# Exercise requirements
Scan the records that follow, and whenever a line has the word "Zeiseweg", copy it.

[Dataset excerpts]
-=-=-=-=-

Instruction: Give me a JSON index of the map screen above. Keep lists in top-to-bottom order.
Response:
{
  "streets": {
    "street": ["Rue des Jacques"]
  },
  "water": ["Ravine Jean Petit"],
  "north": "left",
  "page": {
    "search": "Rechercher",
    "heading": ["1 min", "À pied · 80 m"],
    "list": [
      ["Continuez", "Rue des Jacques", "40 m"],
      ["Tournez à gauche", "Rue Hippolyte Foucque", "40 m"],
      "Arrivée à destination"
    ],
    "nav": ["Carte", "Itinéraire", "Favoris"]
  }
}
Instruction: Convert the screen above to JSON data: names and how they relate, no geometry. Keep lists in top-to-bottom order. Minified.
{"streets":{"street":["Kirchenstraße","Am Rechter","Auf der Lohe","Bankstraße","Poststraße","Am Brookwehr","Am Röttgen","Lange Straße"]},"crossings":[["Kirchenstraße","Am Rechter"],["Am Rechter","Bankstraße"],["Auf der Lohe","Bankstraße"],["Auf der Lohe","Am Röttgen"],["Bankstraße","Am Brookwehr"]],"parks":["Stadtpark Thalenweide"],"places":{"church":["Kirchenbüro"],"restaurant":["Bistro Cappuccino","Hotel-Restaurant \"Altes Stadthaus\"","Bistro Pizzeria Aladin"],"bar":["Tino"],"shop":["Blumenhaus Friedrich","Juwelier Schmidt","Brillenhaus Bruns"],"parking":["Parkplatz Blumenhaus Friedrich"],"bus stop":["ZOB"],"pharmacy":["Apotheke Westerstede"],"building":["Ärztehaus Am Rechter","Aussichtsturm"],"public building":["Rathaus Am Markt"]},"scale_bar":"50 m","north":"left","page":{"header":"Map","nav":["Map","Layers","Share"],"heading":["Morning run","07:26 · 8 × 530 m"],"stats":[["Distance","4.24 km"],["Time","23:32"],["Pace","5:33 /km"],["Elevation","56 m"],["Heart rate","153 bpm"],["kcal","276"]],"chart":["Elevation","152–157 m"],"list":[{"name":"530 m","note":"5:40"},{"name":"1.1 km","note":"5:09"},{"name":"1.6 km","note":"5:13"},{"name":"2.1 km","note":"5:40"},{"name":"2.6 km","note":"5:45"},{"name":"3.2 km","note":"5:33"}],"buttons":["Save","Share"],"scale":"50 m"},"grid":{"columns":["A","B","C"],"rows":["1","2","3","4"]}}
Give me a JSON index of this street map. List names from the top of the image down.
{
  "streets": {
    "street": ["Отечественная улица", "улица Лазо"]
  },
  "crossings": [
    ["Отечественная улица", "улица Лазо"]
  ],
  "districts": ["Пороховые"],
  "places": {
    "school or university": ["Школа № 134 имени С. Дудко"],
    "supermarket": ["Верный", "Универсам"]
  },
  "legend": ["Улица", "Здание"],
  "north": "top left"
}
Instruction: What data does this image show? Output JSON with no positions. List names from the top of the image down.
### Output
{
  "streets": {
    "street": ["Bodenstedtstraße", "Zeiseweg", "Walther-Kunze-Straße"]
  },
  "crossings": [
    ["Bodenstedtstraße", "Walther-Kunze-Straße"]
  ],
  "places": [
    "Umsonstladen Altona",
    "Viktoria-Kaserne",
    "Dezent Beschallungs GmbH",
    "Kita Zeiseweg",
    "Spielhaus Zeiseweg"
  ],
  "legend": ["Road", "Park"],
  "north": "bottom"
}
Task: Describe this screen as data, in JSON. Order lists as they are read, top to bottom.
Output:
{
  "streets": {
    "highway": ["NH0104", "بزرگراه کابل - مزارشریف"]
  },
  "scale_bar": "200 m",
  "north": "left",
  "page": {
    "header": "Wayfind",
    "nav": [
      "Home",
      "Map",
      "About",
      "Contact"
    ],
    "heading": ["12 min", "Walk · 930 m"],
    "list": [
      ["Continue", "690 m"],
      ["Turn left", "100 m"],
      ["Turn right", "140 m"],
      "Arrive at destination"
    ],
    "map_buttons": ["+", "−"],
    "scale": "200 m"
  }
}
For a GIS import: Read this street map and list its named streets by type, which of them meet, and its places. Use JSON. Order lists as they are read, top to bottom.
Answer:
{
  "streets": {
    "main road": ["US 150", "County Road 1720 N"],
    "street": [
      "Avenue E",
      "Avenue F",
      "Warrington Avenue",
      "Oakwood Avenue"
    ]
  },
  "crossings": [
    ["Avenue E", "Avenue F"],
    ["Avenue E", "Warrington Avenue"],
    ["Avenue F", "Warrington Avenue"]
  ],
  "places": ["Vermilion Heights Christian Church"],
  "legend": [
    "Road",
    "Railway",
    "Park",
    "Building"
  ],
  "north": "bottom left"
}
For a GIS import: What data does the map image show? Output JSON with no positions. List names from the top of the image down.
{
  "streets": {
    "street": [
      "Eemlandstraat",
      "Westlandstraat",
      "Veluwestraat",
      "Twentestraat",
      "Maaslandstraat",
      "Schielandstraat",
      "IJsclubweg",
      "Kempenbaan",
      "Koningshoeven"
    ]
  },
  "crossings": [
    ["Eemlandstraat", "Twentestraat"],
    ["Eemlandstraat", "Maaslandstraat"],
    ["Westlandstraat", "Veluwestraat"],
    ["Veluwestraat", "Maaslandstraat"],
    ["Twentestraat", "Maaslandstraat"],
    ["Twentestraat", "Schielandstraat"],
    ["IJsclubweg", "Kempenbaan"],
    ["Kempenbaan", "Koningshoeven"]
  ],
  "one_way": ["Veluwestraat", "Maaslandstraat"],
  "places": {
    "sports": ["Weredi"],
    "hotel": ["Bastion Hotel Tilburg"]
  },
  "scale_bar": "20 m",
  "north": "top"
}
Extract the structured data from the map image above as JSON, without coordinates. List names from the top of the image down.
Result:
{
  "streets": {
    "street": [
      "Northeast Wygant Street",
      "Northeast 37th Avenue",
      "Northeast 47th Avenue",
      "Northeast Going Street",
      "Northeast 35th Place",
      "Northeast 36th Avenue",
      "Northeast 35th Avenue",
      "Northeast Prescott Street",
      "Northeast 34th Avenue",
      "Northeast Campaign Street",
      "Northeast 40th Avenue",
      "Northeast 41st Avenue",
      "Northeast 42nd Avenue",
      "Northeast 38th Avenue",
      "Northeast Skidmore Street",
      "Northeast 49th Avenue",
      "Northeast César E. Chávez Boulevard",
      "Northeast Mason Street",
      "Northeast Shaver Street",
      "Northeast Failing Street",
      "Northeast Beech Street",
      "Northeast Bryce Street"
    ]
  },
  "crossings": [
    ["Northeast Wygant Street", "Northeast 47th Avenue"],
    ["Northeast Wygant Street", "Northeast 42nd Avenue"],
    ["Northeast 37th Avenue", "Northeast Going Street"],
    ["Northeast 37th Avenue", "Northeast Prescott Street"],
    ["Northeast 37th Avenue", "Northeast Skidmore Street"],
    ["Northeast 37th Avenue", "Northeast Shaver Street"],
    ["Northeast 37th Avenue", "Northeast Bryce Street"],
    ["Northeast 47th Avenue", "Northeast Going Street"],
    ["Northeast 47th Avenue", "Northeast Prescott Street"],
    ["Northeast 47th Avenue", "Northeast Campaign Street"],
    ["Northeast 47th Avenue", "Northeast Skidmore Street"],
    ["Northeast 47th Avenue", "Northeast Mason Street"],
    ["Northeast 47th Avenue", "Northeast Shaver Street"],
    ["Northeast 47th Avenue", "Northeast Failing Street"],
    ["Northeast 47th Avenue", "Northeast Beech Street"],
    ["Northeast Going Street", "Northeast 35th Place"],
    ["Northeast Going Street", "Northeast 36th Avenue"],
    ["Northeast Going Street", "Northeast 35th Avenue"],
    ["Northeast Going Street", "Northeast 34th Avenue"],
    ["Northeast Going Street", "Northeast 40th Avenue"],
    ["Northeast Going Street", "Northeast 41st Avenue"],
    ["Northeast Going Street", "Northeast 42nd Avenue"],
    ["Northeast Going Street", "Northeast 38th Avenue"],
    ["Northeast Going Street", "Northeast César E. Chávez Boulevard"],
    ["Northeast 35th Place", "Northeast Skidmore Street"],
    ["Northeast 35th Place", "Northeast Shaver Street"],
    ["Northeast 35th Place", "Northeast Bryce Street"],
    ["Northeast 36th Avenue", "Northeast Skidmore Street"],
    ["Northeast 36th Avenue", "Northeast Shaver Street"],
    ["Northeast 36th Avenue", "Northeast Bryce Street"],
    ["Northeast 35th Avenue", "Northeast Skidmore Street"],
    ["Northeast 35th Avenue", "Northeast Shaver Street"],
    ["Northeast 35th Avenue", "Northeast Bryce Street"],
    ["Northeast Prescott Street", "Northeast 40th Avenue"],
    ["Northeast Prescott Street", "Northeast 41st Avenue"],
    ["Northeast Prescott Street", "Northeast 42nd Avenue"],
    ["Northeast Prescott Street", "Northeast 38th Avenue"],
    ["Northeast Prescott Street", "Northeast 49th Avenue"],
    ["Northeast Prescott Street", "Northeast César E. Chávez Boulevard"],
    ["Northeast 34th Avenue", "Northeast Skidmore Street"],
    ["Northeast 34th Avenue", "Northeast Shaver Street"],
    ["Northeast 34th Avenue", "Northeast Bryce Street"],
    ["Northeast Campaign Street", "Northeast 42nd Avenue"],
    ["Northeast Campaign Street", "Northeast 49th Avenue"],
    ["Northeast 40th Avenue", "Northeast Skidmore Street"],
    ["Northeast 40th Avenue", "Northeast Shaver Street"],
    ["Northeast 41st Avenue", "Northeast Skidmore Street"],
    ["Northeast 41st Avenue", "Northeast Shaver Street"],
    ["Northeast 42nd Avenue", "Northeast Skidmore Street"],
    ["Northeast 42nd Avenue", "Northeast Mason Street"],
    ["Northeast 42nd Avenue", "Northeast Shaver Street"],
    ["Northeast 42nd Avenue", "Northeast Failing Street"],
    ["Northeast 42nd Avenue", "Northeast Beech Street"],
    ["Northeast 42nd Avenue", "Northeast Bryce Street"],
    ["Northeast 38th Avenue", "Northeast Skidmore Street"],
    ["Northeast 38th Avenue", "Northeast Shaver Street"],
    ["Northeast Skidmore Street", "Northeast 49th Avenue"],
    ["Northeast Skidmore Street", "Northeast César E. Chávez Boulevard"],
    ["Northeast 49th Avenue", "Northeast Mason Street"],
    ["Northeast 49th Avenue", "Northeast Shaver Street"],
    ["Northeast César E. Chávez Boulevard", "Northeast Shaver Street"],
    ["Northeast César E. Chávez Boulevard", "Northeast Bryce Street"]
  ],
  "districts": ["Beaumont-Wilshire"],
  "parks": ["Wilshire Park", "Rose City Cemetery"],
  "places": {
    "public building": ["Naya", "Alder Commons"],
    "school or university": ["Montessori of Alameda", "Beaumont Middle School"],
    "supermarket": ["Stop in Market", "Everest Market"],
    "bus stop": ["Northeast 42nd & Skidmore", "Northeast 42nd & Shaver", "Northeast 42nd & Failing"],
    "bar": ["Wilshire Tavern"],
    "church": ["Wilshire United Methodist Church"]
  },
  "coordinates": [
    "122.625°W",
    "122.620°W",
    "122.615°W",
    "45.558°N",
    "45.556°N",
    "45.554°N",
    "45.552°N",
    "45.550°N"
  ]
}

-=-=-=-=-

# Exercise response
    "street": ["Bodenstedtstraße", "Zeiseweg", "Walther-Kunze-Straße"]
    "Kita Zeiseweg",
    "Spielhaus Zeiseweg"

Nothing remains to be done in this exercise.